- **Problem to solve**
From the entries that follow, gather each line holding the word "white".

[Collected data entries]
_ _ _ _ _

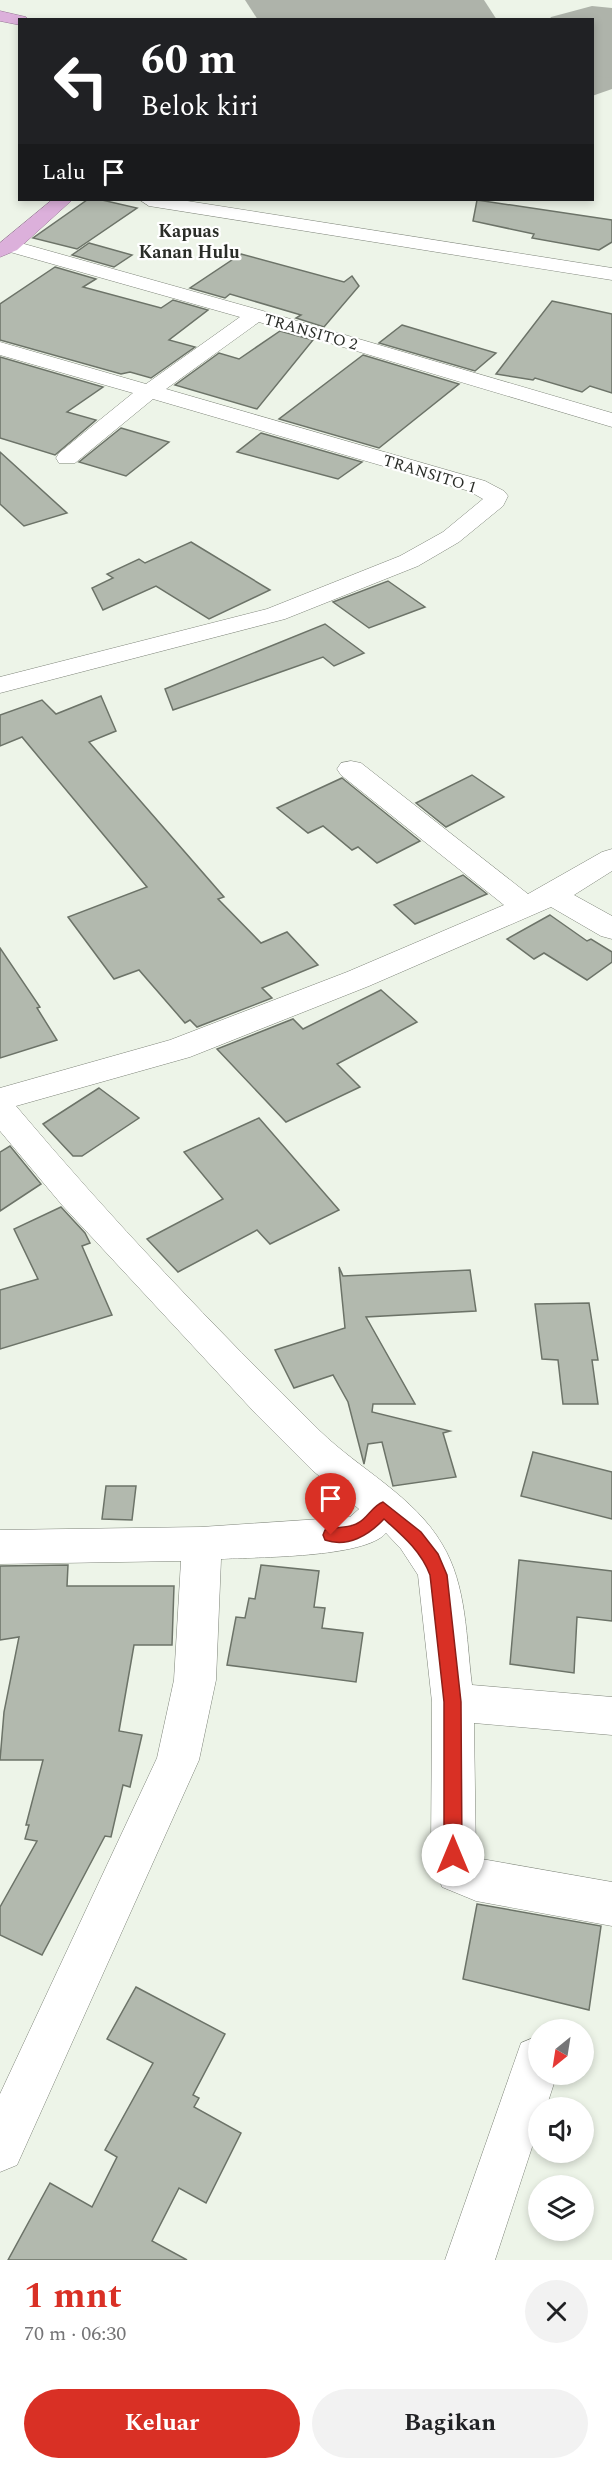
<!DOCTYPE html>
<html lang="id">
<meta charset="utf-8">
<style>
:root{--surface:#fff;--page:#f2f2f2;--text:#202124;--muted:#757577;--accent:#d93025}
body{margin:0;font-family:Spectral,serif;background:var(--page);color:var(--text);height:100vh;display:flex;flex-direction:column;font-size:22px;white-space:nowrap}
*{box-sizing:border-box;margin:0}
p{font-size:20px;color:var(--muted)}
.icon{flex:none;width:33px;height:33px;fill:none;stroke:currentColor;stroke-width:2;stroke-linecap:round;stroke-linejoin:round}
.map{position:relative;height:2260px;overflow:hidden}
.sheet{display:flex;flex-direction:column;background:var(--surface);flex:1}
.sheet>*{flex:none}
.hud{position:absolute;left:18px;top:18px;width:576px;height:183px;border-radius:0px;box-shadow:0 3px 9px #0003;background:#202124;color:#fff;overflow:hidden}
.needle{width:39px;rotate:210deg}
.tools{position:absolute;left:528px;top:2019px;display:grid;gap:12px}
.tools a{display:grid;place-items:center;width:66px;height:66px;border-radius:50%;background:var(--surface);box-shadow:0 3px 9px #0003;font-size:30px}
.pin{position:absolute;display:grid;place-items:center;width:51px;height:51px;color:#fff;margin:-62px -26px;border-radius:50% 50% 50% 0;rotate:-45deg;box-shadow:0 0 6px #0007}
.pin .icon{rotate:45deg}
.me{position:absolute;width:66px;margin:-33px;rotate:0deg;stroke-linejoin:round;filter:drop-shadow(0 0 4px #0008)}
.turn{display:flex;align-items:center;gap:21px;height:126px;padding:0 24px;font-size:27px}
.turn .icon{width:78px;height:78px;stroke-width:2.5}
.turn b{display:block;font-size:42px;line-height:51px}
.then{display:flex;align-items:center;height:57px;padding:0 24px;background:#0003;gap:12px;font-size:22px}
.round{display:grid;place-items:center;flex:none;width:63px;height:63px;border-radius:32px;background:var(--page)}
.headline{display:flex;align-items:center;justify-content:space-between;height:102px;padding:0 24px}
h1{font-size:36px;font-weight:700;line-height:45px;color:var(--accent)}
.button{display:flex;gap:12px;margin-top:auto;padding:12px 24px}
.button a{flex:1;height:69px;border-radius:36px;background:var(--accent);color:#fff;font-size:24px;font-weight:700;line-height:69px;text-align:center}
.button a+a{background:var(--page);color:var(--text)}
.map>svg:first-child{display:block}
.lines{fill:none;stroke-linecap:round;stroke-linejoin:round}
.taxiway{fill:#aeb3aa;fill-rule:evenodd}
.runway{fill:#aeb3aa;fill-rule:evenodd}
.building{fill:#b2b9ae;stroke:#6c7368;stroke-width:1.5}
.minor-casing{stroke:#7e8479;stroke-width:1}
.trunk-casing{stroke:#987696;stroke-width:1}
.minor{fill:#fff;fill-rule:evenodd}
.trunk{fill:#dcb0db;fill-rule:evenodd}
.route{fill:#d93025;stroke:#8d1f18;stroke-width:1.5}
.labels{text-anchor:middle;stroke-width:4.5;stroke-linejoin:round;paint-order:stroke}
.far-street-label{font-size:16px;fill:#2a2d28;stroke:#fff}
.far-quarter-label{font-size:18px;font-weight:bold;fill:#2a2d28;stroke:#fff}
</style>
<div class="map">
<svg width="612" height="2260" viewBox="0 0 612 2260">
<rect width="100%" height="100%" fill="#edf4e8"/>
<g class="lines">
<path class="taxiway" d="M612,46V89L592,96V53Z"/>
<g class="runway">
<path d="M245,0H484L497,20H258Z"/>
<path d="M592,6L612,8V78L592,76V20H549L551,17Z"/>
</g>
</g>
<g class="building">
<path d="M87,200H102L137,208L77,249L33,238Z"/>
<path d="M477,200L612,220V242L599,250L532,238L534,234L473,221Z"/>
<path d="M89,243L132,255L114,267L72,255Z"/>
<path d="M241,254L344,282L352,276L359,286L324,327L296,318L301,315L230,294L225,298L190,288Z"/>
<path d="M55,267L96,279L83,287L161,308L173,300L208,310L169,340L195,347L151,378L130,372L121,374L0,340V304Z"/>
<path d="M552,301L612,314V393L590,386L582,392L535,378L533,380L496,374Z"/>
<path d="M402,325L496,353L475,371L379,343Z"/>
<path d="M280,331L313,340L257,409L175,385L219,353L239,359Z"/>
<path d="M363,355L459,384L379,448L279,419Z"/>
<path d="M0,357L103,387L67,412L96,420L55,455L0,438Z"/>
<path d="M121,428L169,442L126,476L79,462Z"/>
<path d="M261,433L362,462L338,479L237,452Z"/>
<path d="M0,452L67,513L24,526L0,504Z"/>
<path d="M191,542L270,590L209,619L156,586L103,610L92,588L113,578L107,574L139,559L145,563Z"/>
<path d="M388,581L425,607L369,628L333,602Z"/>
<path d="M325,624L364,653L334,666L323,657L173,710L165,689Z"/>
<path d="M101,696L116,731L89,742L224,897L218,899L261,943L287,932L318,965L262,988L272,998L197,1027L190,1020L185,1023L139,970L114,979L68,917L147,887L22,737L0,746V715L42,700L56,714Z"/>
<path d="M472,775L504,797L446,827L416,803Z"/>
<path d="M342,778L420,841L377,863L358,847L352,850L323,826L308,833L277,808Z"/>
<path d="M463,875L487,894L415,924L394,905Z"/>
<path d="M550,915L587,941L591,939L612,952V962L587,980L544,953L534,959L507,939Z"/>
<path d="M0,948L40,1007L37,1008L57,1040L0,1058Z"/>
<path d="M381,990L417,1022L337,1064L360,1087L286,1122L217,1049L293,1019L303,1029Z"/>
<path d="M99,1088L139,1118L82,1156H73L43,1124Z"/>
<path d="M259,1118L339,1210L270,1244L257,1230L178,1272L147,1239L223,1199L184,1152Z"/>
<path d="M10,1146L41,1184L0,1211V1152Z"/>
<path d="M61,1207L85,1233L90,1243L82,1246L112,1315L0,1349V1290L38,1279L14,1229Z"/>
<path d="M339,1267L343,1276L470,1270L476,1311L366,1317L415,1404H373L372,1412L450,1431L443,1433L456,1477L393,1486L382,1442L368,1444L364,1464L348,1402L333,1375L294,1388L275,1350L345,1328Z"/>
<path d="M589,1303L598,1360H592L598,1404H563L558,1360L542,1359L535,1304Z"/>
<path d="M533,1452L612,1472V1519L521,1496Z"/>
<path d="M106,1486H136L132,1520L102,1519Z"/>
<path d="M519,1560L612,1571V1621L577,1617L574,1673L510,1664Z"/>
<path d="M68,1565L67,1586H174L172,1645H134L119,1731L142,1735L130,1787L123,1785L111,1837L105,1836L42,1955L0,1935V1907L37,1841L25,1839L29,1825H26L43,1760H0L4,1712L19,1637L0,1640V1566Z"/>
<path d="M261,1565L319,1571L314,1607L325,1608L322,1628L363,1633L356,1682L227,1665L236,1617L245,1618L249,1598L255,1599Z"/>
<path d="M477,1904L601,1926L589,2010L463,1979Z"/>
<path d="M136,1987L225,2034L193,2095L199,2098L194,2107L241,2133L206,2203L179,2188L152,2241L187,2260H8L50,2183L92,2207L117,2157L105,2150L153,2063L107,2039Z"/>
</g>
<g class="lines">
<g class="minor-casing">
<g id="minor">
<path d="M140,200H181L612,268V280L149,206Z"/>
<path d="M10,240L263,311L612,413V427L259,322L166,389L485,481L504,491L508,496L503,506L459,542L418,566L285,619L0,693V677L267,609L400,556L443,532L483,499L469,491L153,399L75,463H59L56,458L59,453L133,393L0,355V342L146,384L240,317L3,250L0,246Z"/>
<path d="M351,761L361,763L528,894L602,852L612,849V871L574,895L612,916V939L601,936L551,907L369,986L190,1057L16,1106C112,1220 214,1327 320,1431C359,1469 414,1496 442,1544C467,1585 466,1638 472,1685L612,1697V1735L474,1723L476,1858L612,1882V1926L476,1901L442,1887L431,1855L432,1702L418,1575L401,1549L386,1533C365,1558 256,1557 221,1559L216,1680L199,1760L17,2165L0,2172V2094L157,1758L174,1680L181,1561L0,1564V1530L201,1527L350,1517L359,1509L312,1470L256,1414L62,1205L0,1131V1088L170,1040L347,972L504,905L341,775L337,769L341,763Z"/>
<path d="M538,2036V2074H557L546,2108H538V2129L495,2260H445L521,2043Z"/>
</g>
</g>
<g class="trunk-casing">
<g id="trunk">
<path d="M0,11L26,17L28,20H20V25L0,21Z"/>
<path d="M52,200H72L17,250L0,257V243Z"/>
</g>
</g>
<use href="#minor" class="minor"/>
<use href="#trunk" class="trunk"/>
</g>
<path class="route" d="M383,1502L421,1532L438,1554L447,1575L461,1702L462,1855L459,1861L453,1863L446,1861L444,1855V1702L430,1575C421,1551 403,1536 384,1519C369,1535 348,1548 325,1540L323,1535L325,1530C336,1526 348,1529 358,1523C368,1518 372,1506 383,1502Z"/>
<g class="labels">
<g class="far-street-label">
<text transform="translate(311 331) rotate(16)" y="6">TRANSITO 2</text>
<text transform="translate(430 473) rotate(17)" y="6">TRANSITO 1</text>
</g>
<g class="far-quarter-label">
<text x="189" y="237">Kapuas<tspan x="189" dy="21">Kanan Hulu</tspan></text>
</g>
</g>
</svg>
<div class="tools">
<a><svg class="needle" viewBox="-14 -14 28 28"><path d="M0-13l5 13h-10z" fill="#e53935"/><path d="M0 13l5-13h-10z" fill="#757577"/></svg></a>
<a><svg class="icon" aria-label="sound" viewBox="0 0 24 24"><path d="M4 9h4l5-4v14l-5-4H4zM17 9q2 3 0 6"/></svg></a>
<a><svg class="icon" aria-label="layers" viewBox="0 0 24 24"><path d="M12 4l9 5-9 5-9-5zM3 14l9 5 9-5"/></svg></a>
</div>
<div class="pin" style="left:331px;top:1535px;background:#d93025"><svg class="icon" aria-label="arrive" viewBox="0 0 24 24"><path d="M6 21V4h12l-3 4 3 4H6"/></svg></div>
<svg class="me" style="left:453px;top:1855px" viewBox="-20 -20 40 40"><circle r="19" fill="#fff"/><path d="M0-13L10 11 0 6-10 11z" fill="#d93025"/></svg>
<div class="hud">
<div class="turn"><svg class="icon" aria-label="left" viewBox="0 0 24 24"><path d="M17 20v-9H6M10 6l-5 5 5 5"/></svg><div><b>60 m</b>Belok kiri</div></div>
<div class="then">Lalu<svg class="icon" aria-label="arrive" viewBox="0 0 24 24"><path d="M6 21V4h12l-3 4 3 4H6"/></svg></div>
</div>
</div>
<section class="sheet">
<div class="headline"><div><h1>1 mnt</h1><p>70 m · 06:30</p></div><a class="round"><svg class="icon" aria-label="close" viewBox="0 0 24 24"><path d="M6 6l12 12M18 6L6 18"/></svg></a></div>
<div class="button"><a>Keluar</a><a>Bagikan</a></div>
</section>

_ _ _ _ _

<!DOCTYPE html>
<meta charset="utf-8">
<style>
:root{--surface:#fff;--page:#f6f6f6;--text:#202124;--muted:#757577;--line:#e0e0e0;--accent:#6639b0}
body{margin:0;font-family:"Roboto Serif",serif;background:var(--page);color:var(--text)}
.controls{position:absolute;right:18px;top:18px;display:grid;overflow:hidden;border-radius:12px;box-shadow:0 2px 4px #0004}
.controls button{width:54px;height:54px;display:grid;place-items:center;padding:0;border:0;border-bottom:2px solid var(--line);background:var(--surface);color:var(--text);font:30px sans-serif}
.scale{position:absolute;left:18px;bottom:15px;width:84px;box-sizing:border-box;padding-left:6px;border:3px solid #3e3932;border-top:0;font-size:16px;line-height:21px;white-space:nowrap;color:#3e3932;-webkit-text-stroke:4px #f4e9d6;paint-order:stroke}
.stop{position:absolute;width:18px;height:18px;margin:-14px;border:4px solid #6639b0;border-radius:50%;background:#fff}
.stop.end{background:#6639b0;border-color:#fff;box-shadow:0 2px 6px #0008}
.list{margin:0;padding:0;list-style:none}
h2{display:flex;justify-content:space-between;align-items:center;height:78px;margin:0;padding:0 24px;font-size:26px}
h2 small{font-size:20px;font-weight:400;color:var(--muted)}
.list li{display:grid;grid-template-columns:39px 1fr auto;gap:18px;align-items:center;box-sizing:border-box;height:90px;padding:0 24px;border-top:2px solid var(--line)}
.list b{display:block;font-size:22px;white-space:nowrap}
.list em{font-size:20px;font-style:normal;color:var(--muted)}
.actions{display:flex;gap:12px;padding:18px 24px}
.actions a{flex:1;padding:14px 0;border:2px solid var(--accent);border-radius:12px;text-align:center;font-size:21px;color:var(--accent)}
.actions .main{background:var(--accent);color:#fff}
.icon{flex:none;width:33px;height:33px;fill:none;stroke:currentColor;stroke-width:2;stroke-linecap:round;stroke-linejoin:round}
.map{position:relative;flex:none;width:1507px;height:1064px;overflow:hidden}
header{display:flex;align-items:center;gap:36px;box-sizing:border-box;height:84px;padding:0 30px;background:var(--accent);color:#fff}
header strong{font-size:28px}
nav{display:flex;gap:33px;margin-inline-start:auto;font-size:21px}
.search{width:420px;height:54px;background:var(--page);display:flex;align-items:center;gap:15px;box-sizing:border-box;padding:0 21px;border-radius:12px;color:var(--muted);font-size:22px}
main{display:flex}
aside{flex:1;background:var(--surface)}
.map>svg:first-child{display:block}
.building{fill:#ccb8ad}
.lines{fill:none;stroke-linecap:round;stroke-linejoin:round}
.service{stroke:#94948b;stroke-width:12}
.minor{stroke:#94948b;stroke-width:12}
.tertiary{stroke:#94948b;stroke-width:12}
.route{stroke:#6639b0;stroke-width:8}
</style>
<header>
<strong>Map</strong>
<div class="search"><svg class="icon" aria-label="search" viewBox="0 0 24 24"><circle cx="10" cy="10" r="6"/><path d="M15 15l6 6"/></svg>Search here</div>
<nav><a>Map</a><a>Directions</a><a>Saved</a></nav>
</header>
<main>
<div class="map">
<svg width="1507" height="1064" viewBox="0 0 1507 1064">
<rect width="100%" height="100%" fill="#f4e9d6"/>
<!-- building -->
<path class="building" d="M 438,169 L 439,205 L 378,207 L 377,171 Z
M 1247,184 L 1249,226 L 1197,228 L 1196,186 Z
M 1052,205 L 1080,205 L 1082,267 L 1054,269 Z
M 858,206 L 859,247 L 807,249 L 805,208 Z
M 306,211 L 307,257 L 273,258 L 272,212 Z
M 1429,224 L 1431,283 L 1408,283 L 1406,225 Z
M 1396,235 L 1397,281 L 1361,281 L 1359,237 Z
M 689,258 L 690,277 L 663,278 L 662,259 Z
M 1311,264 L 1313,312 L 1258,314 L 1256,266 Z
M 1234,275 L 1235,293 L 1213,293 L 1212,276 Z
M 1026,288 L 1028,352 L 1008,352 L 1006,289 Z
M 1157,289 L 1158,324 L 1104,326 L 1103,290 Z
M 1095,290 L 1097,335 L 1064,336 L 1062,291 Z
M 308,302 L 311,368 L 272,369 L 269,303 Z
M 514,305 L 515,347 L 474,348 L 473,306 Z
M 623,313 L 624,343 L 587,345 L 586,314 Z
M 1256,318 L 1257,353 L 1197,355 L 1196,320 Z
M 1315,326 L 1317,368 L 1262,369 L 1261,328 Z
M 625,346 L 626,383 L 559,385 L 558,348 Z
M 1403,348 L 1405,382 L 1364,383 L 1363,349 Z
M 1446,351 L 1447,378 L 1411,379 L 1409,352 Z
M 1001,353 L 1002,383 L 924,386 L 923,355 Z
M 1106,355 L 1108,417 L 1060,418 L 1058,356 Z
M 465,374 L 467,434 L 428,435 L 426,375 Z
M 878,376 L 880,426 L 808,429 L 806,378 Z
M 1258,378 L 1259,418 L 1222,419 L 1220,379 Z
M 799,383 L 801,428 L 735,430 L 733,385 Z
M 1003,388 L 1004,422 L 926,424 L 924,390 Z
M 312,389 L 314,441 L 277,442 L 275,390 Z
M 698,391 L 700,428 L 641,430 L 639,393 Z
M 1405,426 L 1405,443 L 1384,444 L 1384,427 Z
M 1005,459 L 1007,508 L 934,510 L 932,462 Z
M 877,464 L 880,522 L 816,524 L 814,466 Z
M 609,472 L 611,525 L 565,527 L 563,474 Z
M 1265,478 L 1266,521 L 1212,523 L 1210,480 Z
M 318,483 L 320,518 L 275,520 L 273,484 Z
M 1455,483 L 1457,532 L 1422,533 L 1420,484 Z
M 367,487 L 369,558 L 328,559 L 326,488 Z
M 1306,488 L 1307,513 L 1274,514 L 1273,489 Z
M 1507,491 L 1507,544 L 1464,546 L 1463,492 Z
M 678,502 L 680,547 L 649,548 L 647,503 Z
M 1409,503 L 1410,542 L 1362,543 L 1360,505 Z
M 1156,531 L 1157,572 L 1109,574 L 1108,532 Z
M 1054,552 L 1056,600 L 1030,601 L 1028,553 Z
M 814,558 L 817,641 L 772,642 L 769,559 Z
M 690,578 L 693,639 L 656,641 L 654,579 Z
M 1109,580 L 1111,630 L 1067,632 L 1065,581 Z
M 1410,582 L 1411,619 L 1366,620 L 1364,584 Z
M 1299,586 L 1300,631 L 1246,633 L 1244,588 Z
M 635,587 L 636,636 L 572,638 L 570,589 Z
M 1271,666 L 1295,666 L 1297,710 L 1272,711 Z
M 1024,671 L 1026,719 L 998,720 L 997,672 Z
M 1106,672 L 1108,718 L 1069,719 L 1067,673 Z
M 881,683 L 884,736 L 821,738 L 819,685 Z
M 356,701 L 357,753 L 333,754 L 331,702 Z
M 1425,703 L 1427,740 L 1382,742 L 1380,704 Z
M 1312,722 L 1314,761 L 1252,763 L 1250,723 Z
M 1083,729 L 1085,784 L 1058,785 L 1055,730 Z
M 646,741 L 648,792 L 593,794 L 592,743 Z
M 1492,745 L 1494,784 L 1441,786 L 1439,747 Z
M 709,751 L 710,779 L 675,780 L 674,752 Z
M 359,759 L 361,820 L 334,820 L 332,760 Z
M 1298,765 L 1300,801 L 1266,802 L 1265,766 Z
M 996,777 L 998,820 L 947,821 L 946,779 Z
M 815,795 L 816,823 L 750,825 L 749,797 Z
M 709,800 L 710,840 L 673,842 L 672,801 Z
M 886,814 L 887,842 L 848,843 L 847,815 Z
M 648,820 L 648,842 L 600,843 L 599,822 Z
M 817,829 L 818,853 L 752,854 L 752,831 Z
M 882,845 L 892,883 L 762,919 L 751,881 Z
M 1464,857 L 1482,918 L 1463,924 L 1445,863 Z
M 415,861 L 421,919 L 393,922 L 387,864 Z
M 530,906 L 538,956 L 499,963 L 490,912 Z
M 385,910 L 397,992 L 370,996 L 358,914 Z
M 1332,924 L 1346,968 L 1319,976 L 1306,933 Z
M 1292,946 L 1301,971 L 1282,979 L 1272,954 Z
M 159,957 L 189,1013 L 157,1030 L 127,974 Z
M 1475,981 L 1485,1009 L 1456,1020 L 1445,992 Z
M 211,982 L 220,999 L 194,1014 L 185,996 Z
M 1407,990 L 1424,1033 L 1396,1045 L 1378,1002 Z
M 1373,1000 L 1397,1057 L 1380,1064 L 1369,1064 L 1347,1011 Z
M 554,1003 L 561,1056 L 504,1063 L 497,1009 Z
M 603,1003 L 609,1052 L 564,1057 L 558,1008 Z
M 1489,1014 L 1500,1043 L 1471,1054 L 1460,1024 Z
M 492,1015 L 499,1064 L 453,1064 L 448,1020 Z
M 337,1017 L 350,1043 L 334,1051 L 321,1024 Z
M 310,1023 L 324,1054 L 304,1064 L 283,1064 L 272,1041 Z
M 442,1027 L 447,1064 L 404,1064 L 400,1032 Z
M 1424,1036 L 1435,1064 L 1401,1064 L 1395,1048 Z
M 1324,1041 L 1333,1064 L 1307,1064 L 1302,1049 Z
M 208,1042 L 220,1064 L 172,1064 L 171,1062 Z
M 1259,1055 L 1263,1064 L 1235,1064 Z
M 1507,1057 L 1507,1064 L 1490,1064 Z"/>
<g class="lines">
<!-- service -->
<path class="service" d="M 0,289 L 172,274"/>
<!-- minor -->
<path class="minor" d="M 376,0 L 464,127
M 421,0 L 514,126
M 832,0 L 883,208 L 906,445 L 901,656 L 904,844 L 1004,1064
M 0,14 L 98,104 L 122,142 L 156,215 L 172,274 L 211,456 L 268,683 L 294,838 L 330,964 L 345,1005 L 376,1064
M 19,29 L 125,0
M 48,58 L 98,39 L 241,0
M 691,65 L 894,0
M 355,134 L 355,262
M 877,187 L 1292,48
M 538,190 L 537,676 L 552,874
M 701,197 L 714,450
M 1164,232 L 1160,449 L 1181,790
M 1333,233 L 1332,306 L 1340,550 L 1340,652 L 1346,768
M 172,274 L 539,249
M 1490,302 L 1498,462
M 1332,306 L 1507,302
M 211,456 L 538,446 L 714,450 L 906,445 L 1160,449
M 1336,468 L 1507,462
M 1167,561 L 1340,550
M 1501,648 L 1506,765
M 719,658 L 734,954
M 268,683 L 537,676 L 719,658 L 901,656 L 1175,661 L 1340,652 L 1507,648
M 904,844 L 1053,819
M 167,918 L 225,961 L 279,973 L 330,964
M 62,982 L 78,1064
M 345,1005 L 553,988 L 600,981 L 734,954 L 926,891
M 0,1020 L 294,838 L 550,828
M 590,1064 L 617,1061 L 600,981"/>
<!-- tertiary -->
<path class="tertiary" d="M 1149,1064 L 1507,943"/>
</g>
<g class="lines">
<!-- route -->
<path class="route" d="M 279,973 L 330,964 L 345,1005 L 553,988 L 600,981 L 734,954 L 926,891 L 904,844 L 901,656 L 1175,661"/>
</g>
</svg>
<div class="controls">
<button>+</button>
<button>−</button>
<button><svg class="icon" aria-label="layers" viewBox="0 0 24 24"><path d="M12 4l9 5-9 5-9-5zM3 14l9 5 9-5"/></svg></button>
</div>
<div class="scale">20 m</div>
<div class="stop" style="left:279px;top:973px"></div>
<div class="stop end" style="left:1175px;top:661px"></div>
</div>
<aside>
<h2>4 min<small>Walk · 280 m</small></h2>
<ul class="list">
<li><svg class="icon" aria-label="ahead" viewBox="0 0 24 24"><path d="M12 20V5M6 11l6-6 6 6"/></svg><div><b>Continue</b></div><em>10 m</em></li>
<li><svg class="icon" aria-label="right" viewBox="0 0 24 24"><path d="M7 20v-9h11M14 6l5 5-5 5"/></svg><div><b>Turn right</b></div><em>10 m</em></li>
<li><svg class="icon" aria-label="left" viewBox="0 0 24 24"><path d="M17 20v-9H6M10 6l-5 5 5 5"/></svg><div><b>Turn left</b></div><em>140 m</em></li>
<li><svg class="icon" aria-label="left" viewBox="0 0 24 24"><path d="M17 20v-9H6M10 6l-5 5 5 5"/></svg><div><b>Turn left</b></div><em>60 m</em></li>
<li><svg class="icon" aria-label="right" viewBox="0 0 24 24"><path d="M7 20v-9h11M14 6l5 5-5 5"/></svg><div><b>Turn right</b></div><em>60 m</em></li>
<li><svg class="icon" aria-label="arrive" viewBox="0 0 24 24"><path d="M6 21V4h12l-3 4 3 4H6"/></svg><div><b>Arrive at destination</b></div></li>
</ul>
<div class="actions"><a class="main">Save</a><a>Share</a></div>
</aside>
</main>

_ _ _ _ _

- **Result of the task**
body{margin:0;font-family:Spectral,serif;background:var(--page);color:var(--text);height:100vh;display:flex;flex-direction:column;font-size:22px;white-space:nowrap}
.scale{position:absolute;left:18px;bottom:15px;width:84px;box-sizing:border-box;padding-left:6px;border:3px solid #3e3932;border-top:0;font-size:16px;line-height:21px;white-space:nowrap;color:#3e3932;-webkit-text-stroke:4px #f4e9d6;paint-order:stroke}
.list b{display:block;font-size:22px;white-space:nowrap}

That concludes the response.